Джозеф Стиглиц: В голову приходят два периода: «позолоченный век» в конце XIX века и бум 1920-х. Оба характерны высоким уровнем неравенства и коррупции, включая политику (например, известный скандал Типот-доум охарактеризовал начало 1920-х). На самом деле, до середины прошлого десятилетия уровень неравенства никогда не достигал уровня 1920-х годов. Конечно, некоторые из тех, кто сколотил состояние, сделали огромный вклад в наше общество – Роббер Бэронс в создание железных дорог, преобразивших страну, или Джеймс Дюк, принесший электричество некоторой части Америки. Но оба периода также характеризуются спекуляциями, нестабильностью и злоупотреблениям.


Некоторые, вроде Эдварда Конарда со своей книгой «Неожиданные последствия» (Unintended Consequences), считают, что высокий показатель неравенства – не причина для беспокойства, но причина для ликования. Вы можете поспорить с многочисленными аспектами этого аргумента. Каковы его основные изъяны?

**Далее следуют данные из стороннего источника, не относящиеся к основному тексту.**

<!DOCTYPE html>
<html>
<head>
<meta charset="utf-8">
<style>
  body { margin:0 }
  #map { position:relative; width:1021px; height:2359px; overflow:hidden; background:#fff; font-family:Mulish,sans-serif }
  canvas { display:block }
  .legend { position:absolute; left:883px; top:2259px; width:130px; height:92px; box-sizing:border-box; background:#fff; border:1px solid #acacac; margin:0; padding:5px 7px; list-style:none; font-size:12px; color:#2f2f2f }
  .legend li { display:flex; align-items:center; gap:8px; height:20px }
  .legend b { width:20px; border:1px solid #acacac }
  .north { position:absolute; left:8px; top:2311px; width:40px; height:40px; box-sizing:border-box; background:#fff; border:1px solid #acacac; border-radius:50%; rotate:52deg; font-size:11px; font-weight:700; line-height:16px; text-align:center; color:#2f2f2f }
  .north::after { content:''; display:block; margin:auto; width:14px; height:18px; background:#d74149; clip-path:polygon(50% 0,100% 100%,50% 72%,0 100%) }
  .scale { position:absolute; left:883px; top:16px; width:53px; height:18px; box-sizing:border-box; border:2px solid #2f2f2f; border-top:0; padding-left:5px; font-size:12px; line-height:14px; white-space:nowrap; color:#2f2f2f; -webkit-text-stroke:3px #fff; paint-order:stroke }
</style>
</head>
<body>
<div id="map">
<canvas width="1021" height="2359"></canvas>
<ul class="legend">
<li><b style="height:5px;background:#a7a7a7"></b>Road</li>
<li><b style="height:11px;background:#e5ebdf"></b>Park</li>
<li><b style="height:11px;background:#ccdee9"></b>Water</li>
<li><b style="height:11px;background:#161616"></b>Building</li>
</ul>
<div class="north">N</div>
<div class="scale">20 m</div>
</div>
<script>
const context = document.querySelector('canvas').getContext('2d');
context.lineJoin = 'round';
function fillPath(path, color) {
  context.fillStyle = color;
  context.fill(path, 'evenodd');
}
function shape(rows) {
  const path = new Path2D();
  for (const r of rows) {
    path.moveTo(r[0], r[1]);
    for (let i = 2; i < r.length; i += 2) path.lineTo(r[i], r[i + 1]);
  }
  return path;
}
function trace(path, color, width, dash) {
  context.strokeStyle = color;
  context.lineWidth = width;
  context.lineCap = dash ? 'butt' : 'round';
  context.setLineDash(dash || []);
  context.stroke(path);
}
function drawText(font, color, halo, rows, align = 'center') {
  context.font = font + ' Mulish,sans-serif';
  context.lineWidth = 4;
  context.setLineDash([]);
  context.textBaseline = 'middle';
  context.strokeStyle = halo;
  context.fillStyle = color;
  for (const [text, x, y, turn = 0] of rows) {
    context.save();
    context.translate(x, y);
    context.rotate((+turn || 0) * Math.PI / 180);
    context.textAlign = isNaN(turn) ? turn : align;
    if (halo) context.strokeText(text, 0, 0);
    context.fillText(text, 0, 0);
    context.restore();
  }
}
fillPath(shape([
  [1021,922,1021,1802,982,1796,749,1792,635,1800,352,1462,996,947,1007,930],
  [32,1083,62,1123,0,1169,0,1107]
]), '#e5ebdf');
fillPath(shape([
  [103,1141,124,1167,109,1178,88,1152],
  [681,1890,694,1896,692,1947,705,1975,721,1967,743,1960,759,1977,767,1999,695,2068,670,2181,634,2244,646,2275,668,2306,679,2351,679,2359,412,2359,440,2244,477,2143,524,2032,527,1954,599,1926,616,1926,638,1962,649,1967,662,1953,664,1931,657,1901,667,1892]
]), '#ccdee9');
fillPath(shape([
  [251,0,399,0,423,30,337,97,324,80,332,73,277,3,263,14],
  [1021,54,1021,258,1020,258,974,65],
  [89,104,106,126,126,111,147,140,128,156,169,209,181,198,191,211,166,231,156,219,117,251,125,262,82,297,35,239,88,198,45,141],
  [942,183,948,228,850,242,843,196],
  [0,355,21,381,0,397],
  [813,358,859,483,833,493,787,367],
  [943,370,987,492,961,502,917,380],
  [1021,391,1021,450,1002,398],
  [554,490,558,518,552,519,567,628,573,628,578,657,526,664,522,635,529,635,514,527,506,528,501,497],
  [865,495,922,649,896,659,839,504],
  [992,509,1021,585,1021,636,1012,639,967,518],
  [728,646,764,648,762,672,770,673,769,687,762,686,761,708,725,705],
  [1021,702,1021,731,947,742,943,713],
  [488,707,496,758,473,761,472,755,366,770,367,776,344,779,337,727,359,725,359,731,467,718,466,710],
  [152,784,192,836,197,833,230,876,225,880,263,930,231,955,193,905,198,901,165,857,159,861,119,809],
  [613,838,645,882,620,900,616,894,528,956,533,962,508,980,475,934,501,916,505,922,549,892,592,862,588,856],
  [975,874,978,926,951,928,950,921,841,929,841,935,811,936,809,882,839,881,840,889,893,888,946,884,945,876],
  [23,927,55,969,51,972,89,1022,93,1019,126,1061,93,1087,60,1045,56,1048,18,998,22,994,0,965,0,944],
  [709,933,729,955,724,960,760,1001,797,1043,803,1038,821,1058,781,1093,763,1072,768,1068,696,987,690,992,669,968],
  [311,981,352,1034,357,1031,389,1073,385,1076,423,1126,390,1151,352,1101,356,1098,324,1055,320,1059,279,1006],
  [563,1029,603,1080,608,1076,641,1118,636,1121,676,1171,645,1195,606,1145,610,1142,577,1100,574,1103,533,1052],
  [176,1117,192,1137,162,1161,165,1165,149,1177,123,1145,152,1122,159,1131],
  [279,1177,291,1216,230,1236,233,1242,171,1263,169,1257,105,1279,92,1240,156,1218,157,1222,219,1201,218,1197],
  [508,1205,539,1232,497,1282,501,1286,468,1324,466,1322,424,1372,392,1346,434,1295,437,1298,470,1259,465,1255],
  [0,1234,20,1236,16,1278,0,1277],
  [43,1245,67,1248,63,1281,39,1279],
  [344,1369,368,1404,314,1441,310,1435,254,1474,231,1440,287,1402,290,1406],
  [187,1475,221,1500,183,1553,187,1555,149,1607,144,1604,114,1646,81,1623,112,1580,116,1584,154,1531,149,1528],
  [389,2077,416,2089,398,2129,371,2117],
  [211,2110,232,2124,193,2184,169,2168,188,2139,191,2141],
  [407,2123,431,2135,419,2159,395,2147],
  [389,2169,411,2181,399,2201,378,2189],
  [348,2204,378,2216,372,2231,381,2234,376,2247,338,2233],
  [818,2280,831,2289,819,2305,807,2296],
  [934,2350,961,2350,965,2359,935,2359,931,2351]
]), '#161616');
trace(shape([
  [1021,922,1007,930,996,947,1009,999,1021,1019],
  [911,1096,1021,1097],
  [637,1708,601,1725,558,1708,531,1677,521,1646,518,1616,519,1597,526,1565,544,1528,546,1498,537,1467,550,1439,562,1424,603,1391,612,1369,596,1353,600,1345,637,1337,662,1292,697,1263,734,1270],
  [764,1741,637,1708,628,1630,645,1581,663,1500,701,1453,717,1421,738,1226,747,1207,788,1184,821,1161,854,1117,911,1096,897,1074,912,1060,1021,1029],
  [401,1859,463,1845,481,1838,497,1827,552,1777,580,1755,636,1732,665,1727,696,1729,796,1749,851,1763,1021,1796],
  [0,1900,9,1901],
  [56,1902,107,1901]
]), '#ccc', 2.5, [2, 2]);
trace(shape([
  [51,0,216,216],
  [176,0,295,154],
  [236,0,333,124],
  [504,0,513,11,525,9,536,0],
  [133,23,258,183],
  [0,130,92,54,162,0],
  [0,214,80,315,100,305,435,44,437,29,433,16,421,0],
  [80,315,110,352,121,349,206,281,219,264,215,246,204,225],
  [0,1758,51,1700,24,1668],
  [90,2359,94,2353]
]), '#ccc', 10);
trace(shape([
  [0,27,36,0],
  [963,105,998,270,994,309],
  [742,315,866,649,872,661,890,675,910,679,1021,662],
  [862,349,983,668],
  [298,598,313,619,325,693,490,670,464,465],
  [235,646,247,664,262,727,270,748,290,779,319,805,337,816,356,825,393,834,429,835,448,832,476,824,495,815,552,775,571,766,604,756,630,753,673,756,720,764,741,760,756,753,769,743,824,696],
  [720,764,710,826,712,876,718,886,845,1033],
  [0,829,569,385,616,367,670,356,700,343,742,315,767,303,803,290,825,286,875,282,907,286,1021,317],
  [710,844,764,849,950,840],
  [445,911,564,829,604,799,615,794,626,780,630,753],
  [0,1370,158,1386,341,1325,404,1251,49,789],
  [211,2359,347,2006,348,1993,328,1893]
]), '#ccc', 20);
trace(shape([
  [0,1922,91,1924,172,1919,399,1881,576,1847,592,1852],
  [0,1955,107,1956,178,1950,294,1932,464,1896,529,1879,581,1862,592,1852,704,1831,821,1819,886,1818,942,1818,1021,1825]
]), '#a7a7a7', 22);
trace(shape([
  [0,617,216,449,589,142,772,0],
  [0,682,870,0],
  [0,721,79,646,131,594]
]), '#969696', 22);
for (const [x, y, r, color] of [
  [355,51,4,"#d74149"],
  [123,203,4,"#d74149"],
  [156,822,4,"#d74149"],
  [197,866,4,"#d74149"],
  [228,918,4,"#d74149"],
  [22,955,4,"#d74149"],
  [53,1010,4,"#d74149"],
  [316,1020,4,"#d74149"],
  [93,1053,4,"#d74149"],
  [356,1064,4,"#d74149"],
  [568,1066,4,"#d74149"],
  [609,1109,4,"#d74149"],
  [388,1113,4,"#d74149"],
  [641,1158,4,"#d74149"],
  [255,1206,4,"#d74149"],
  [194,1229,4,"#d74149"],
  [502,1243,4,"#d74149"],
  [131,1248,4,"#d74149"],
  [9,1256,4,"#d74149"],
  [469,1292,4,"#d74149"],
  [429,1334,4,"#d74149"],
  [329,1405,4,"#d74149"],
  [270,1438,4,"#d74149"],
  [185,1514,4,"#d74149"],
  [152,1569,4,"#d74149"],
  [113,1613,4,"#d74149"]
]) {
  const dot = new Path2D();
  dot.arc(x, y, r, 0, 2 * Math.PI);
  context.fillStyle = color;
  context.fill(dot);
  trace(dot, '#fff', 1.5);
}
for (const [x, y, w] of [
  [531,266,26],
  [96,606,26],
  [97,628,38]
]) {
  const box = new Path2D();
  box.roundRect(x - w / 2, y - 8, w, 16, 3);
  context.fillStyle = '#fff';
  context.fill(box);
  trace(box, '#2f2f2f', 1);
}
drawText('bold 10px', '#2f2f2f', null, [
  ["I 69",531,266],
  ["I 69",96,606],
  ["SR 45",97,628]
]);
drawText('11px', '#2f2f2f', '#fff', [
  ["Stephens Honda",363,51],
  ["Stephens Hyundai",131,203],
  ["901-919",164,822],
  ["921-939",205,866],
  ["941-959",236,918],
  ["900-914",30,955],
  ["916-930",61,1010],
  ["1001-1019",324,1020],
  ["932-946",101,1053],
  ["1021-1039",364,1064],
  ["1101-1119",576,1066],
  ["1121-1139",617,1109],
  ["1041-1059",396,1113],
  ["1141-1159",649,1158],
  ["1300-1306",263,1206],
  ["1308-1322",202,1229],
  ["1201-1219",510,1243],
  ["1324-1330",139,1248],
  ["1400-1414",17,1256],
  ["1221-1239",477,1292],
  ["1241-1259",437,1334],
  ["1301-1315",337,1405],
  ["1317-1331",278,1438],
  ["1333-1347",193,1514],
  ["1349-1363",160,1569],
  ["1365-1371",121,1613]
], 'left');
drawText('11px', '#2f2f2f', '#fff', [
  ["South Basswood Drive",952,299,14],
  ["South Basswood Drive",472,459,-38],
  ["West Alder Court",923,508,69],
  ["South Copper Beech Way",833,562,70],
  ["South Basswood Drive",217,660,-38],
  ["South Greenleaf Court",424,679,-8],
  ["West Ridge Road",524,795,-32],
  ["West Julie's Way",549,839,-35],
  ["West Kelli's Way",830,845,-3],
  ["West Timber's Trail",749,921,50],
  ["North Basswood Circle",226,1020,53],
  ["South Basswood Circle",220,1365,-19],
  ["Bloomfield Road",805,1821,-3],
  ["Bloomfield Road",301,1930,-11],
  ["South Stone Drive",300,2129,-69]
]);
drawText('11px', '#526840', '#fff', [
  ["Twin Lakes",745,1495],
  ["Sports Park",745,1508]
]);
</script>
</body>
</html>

Конард считает, что неравенство благоприятно, потому что более богатые люди обладают большими средствами, и они будут инвестировать их и таким образом улучшать экономику. Кроме того, их состояние – неопровержимое доказательство их вклада в инновации. Как вы упомянули, в этой точке зрения столько проблем, что непонятно, с чего начать. Позвольте мне обозначить три проблемы.

Во-первых, она основана на идее «просачивающегося богатства», состоящей в том, что если богатые благополучны, то будет благополучно и остальное общество. Но факты говорят об обратном: реальные доходы (за вычетом инфляции) большинства американцев сегодня ниже, чем почти 15 лет назад, в 1997 году.

Во-вторых, она основана на том заблуждении, что неравенство положительно сказывается на развитии экономики, но опять же факты говорят об обратном. Время и неравенство показали торможение развития экономики и поддержку нестабильности. Это выводы, основанные на фундаментальных исследованиях. Даже МВФ, не разделяющий радикальных экономических взглядов, начинает видеть вредоносные эффекты неравенства на экономическую эффективность.